_RECORDS PROVIDED_
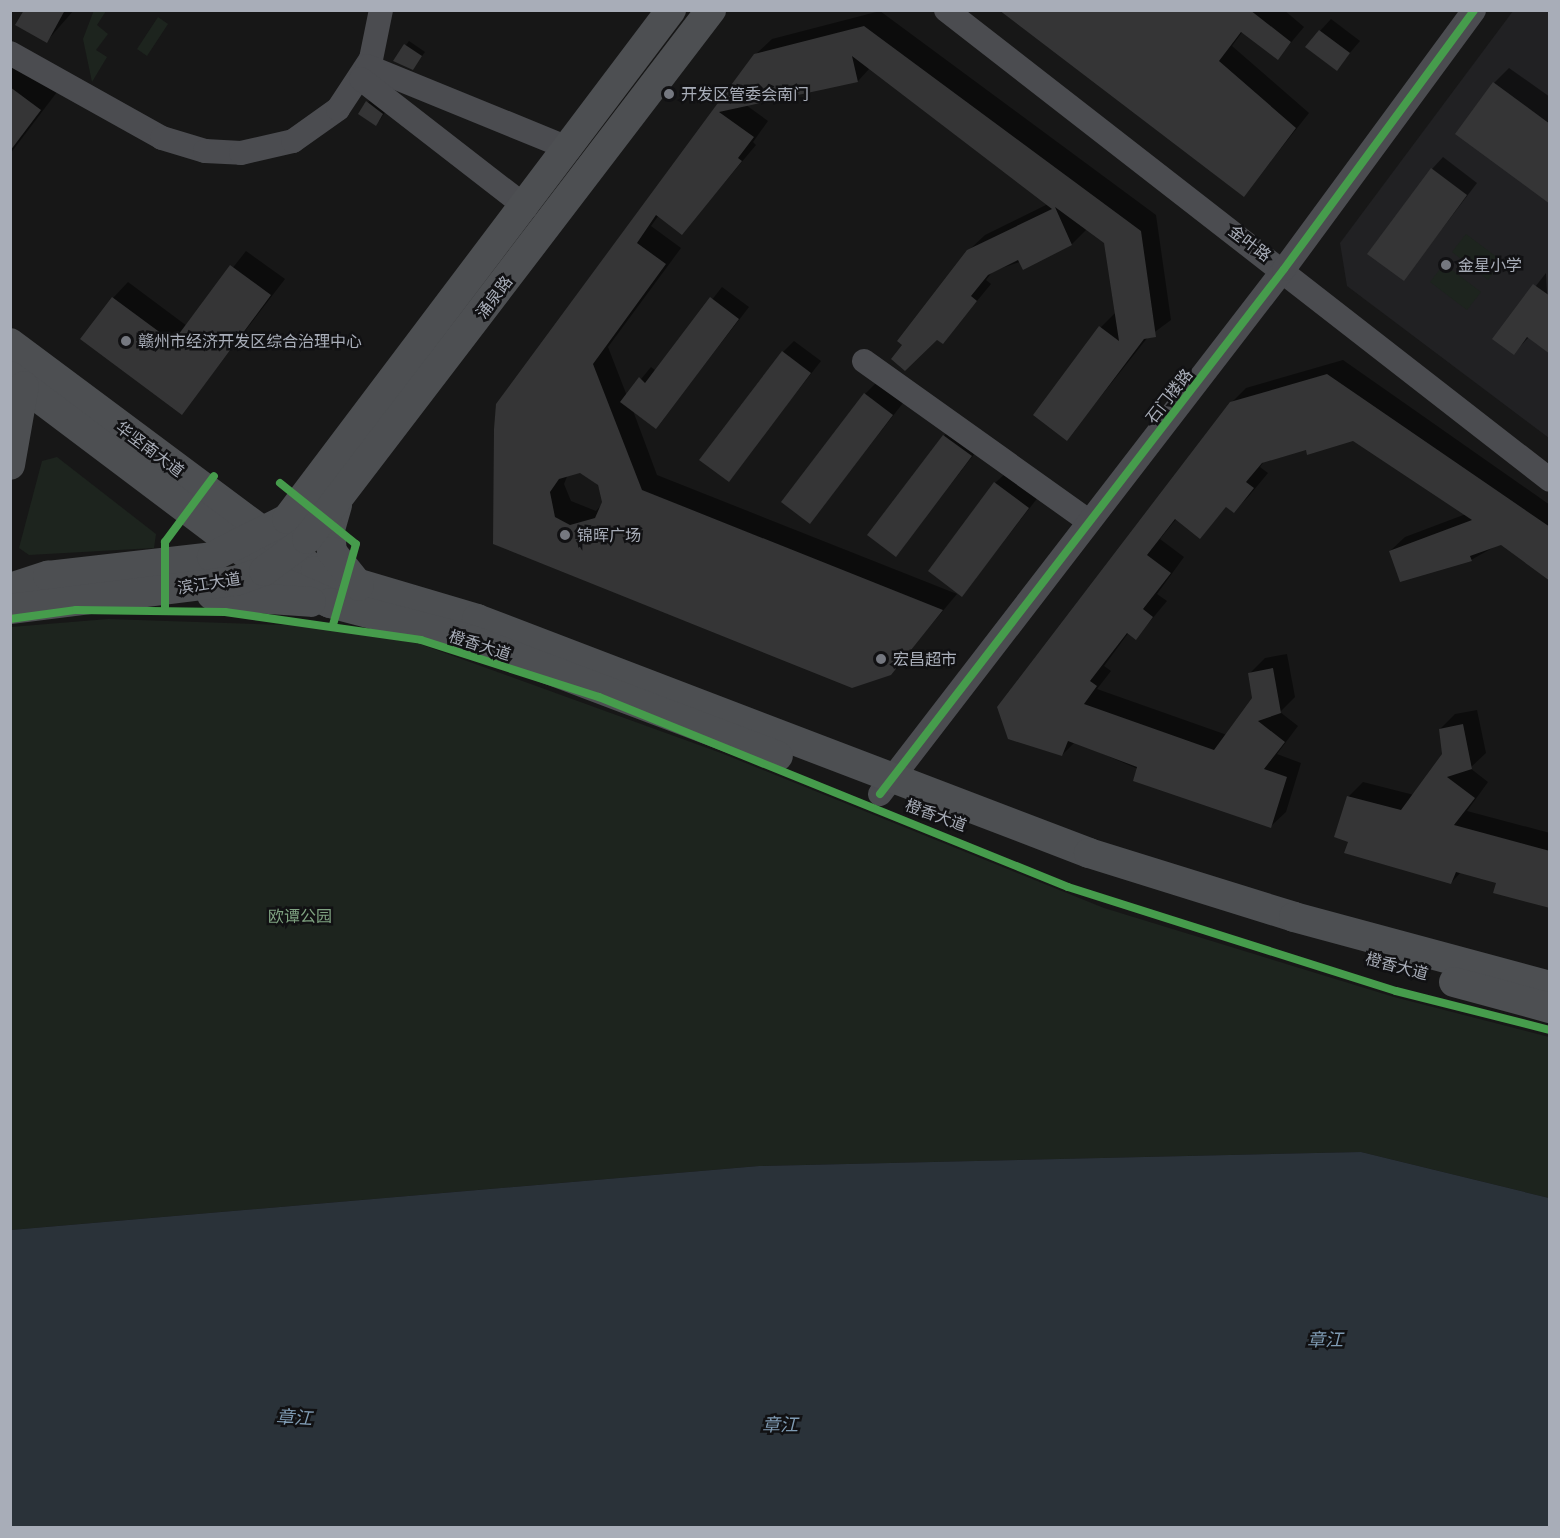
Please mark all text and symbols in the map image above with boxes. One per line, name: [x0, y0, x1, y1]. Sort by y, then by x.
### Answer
place label: 开发区管委会南门: [681, 84, 809, 104]
marker: 开发区管委会南门: [662, 87, 676, 101]
street label: 金叶路: [1225, 221, 1275, 265]
place label: 金星小学: [1458, 255, 1522, 275]
marker: 金星小学: [1439, 258, 1453, 272]
street label: 涌泉路: [472, 272, 516, 322]
place label: 赣州市经济开发区综合治理中心: [138, 331, 362, 351]
marker: 赣州市经济开发区综合治理中心: [119, 334, 133, 348]
street label: 石门楼路: [1142, 365, 1196, 427]
street label: 华坚南大道: [112, 417, 188, 481]
place label: 锦晖广场: [577, 525, 641, 545]
marker: 锦晖广场: [558, 528, 572, 542]
street label: 滨江大道: [176, 569, 242, 597]
street label: 橙香大道: [447, 626, 513, 664]
place label: 宏昌超市: [893, 649, 957, 669]
marker: 宏昌超市: [874, 652, 888, 666]
street label: 橙香大道: [903, 795, 969, 835]
park label: 欧谭公园: [268, 906, 332, 926]
street label: 橙香大道: [1364, 948, 1430, 984]
water label: 章江: [1307, 1329, 1343, 1351]
water label: 章江: [275, 1406, 313, 1430]
water label: 章江: [762, 1414, 798, 1436]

_WORK TO BE COMPLETED_
From the data above, write out everything exactly except the pictures.

_RESPONSE AREA_
Please mark all text and symbols in the map image above with boxes. One per line, name: [x0, y0, x1, y1]. Sort by y, then by x.
### Answer
place label: 开发区管委会南门: [681, 84, 809, 104]
marker: 开发区管委会南门: [662, 87, 676, 101]
street label: 金叶路: [1225, 221, 1275, 265]
place label: 金星小学: [1458, 255, 1522, 275]
marker: 金星小学: [1439, 258, 1453, 272]
street label: 涌泉路: [472, 272, 516, 322]
place label: 赣州市经济开发区综合治理中心: [138, 331, 362, 351]
marker: 赣州市经济开发区综合治理中心: [119, 334, 133, 348]
street label: 石门楼路: [1142, 365, 1196, 427]
street label: 华坚南大道: [112, 417, 188, 481]
place label: 锦晖广场: [577, 525, 641, 545]
marker: 锦晖广场: [558, 528, 572, 542]
street label: 滨江大道: [176, 569, 242, 597]
street label: 橙香大道: [447, 626, 513, 664]
place label: 宏昌超市: [893, 649, 957, 669]
marker: 宏昌超市: [874, 652, 888, 666]
street label: 橙香大道: [903, 795, 969, 835]
park label: 欧谭公园: [268, 906, 332, 926]
street label: 橙香大道: [1364, 948, 1430, 984]
water label: 章江: [1307, 1329, 1343, 1351]
water label: 章江: [275, 1406, 313, 1430]
water label: 章江: [762, 1414, 798, 1436]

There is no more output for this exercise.